Department of Biomedicine, Aarhus University, The Skou Building, Høegh-Guldbergs Gade 10, DK-8000, Aarhus C, Denmark.
Max-Delbrueck-Center for Molecular Medicine, Robert-Rössle-Str. 10, 13125, Berlin, Germany.
Nat Commun. 2024 Feb 9;15(1):1224. doi: 10.1038/s41467-024-45627-y.

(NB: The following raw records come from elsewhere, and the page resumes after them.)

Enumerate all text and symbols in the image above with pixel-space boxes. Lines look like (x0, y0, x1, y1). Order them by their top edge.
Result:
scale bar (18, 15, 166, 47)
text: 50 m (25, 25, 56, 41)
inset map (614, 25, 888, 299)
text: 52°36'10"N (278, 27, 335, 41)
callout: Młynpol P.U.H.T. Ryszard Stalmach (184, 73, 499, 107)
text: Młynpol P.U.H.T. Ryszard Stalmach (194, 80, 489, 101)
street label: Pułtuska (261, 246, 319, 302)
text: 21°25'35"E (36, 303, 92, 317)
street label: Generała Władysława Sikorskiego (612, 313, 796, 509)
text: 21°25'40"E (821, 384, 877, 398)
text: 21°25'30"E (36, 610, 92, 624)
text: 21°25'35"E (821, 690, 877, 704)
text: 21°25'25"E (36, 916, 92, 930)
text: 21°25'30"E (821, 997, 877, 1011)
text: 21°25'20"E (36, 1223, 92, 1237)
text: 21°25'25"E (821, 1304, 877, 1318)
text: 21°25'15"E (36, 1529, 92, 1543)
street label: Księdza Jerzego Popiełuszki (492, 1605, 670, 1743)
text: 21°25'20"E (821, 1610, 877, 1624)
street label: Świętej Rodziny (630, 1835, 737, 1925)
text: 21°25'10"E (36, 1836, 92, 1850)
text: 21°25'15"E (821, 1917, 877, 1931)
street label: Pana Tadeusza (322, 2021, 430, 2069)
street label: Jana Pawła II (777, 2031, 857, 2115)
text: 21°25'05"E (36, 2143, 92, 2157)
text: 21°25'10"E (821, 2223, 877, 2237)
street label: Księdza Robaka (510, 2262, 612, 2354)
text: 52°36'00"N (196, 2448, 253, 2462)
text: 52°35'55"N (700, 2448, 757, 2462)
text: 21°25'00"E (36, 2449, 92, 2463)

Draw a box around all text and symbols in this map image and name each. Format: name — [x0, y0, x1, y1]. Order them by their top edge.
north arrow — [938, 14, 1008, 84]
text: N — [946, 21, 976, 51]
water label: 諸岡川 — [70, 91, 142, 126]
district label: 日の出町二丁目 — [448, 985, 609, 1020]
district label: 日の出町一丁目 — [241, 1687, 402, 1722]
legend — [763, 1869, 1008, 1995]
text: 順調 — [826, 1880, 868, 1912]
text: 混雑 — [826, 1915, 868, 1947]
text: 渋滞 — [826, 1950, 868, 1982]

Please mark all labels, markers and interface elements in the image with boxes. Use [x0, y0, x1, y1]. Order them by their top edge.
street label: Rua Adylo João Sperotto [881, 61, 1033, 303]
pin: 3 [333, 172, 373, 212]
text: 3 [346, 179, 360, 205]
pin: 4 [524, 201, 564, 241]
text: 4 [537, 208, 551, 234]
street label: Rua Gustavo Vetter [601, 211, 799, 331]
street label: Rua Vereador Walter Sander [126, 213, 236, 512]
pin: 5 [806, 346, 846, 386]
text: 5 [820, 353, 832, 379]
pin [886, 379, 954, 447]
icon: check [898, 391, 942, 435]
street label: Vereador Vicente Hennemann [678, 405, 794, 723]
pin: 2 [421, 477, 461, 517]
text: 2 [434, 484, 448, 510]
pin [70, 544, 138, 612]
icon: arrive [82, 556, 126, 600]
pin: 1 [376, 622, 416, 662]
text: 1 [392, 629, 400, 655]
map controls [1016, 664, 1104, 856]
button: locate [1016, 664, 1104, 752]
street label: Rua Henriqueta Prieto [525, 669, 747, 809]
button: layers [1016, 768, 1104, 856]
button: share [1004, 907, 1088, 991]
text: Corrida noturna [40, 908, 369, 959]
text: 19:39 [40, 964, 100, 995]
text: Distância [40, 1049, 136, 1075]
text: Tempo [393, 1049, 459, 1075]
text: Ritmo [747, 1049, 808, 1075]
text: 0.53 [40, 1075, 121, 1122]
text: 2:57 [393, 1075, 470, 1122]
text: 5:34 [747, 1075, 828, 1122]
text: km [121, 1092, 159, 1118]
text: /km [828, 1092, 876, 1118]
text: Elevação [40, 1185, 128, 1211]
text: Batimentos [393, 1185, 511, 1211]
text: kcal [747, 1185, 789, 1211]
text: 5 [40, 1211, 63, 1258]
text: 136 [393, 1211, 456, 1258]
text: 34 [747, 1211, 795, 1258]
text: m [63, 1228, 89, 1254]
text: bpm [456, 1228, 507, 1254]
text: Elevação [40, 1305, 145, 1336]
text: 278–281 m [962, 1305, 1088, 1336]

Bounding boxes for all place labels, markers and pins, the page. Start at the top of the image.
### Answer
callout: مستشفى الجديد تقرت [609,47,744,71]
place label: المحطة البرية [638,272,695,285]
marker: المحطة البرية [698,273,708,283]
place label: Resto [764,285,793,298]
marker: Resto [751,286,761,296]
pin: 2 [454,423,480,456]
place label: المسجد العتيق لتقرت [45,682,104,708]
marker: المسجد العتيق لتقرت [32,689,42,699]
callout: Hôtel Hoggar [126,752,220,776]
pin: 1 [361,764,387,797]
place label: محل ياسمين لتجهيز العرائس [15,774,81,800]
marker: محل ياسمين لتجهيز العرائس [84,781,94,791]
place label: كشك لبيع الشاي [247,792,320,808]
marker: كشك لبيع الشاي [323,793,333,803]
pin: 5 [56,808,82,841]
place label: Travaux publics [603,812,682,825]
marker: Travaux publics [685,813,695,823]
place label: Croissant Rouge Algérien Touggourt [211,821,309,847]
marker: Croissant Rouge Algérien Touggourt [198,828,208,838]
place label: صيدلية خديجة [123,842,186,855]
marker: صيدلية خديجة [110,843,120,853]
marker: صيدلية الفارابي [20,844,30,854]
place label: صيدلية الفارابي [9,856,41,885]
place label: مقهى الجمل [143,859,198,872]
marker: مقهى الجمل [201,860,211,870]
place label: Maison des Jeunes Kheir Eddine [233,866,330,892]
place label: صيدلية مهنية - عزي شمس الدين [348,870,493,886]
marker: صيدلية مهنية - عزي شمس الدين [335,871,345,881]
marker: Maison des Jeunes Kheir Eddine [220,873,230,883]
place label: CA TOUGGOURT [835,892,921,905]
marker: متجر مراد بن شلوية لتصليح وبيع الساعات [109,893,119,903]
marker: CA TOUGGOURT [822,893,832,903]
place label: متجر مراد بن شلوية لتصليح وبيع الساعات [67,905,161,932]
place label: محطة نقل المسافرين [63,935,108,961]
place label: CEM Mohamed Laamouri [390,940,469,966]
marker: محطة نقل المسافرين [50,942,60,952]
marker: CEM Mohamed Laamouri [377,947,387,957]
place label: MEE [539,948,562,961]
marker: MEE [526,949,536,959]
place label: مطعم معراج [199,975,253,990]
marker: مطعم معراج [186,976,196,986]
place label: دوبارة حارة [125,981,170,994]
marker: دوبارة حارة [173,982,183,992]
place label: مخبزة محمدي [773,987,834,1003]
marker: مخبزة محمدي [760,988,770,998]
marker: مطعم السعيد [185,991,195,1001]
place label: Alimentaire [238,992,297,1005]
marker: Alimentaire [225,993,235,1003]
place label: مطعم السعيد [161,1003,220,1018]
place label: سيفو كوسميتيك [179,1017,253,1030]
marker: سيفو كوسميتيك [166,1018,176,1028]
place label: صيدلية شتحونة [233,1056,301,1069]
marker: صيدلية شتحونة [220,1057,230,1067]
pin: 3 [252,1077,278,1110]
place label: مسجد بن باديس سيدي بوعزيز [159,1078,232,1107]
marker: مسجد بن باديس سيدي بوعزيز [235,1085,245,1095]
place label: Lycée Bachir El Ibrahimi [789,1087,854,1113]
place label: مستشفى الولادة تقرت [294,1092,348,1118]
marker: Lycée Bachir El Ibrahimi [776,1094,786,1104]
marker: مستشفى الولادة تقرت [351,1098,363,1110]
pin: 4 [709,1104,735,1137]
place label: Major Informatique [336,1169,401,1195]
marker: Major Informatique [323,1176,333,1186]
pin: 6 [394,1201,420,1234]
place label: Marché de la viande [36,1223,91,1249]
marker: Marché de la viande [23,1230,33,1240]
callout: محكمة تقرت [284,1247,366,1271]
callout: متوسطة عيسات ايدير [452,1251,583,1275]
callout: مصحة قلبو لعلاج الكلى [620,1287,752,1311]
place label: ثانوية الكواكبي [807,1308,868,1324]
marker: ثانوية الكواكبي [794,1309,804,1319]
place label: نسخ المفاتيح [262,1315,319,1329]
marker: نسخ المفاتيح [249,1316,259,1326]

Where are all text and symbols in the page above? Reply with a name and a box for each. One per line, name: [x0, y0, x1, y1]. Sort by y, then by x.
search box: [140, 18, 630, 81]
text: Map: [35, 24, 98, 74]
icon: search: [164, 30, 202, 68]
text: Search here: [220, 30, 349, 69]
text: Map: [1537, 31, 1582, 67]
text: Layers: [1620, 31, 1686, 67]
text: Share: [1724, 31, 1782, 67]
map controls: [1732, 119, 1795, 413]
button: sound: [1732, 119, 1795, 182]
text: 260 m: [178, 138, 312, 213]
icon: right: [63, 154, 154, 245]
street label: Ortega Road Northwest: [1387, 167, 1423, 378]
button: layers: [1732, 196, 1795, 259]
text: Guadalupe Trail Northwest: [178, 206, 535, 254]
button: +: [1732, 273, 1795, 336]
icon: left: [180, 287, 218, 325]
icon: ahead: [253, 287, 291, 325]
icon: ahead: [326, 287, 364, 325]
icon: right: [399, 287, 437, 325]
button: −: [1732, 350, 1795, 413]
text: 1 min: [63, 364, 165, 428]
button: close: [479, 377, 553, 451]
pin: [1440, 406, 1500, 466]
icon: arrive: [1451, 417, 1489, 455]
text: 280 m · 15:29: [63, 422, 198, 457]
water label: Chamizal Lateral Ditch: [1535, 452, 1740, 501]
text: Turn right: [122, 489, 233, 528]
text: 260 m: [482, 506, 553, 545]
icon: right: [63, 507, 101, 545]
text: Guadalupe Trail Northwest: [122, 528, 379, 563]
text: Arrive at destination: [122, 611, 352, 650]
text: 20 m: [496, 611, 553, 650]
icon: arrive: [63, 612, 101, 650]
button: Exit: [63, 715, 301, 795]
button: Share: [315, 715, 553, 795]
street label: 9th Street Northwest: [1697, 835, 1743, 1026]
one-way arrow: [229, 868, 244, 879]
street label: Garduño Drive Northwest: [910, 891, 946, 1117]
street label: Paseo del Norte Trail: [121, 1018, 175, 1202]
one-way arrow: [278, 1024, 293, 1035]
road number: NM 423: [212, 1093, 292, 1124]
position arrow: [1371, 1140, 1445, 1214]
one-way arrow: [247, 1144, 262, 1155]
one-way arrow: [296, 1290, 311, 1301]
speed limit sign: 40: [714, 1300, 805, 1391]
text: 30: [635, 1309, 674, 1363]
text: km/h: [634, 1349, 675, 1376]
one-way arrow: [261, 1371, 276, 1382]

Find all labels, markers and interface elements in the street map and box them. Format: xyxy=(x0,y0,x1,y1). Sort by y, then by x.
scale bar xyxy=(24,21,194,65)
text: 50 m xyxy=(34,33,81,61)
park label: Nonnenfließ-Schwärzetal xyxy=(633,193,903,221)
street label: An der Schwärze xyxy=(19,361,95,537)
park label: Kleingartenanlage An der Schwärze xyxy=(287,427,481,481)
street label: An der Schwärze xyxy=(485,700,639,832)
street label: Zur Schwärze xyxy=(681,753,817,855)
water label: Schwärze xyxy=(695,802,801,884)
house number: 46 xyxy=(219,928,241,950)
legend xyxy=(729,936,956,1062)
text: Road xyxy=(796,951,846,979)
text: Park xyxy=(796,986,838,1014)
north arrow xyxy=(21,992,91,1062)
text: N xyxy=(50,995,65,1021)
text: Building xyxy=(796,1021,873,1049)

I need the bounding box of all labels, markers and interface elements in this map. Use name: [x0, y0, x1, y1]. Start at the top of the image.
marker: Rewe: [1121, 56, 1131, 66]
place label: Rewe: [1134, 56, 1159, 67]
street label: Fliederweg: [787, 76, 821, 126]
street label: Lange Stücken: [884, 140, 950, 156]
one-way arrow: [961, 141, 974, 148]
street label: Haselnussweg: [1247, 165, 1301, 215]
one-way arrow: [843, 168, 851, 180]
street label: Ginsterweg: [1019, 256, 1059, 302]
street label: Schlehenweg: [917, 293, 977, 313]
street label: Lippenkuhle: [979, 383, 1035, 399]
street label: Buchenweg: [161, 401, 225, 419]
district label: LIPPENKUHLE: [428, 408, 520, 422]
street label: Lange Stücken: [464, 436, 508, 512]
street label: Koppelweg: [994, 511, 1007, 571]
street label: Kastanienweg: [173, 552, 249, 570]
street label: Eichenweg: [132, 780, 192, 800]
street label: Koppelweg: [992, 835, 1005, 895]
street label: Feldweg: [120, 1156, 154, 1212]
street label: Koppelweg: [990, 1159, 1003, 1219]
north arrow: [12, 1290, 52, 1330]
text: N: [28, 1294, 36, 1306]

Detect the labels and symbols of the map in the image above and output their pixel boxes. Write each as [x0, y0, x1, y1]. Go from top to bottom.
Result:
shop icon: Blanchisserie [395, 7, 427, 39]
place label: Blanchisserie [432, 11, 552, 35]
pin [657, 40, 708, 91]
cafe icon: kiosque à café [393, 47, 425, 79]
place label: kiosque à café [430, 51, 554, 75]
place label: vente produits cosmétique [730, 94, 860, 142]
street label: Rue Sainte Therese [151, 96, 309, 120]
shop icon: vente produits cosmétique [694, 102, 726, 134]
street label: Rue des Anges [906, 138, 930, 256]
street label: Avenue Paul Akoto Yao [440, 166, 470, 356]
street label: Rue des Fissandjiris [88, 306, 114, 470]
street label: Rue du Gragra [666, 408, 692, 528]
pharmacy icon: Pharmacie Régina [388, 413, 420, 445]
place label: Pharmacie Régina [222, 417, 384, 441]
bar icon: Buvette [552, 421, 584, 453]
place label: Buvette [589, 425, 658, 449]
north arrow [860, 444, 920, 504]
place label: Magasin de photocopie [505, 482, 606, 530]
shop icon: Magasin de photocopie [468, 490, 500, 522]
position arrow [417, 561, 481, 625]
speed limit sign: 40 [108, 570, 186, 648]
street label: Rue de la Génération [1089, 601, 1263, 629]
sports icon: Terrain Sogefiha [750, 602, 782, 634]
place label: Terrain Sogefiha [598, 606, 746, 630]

The peripheral immune system is important in neurodegenerative diseases, both in protecting and inflaming the brain, but the underlying mechanisms remain elusive. Alzheimer's Disease is commonly preceded by a prodromal period. Here, we report the presence of large Aβ aggregates in plasma from patients with mild cognitive impairment (n = 38). The aggregates are associated with low level Alzheimer's Disease-like brain pathology as observed by C-PiB PET and F-FTP PET and lowered CD18-rich monocytes. We characterize complement receptor 4 as a strong binder of amyloids and show Aβ aggregates are preferentially phagocytosed and stimulate lysosomal activity through this receptor in stem cell-derived microglia. KIM127 integrin activation in monocytes promotes size selective phagocytosis of Aβ. Hydrodynamic calculations suggest Aβ aggregates associate with vessel walls of the cortical capillaries. In turn, we hypothesize aggregates may provide an adhesion substrate for recruiting CD18-rich monocytes into the cortex. Our results support a role for complement receptor 4 in regulating amyloid homeostasis.
外周免疫系统在神经退行性疾病中很重要,既能保护又能引发大脑炎症,但潜在机制仍难以捉摸。阿尔茨海默病通常有前驱期。在这里,我们报告了轻度认知障碍患者(n=38)血浆中存在大量 Aβ 聚集体。这些聚集体与通过 C-PiB PET 和 F-FTP PET 观察到的低水平阿尔茨海默病样脑病理学以及 CD18 丰富的单核细胞减少有关。我们将补体受体 4 表征为淀粉样蛋白的强结合物,并表明 Aβ 聚集体通过这种受体在干细胞衍生的小神经胶质细胞中优先被吞噬,并刺激溶酶体活性。单核细胞中 KIM127 整联蛋白的激活促进了 Aβ 的大小选择性吞噬。流体动力学计算表明 Aβ 聚集体与皮质毛细血管壁结合。反过来,我们假设聚集体可能为募集富含 CD18 的单核细胞进入皮质提供粘附基质。我们的结果支持补体受体 4 在调节淀粉样蛋白动态平衡中的作用。